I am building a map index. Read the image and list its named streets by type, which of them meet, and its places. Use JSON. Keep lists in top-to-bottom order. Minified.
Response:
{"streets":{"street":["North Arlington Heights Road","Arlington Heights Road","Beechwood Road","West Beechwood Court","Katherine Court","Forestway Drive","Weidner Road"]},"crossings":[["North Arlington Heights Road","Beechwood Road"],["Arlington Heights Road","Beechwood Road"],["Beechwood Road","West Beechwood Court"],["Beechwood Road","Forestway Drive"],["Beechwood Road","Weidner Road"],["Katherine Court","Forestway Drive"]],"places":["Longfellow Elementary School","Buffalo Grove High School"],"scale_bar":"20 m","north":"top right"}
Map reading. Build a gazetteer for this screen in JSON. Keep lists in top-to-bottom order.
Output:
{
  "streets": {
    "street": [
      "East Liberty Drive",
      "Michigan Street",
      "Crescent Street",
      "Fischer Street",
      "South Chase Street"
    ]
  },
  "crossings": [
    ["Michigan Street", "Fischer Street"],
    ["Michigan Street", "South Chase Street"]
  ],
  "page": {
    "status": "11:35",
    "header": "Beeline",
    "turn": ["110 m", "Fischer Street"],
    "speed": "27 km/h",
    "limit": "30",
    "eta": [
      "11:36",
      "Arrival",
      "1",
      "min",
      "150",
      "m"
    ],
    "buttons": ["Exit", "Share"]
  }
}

* * * * * * * * *

EXERCISE >>
Look through the records above for the string "order", then copy every line that has it.

ANSWER FOR THIS EXERCISE >>
I am building a map index. Read the image and list its named streets by type, which of them meet, and its places. Use JSON. Keep lists in top-to-bottom order. Minified.
Map reading. Build a gazetteer for this screen in JSON. Keep lists in top-to-bottom order.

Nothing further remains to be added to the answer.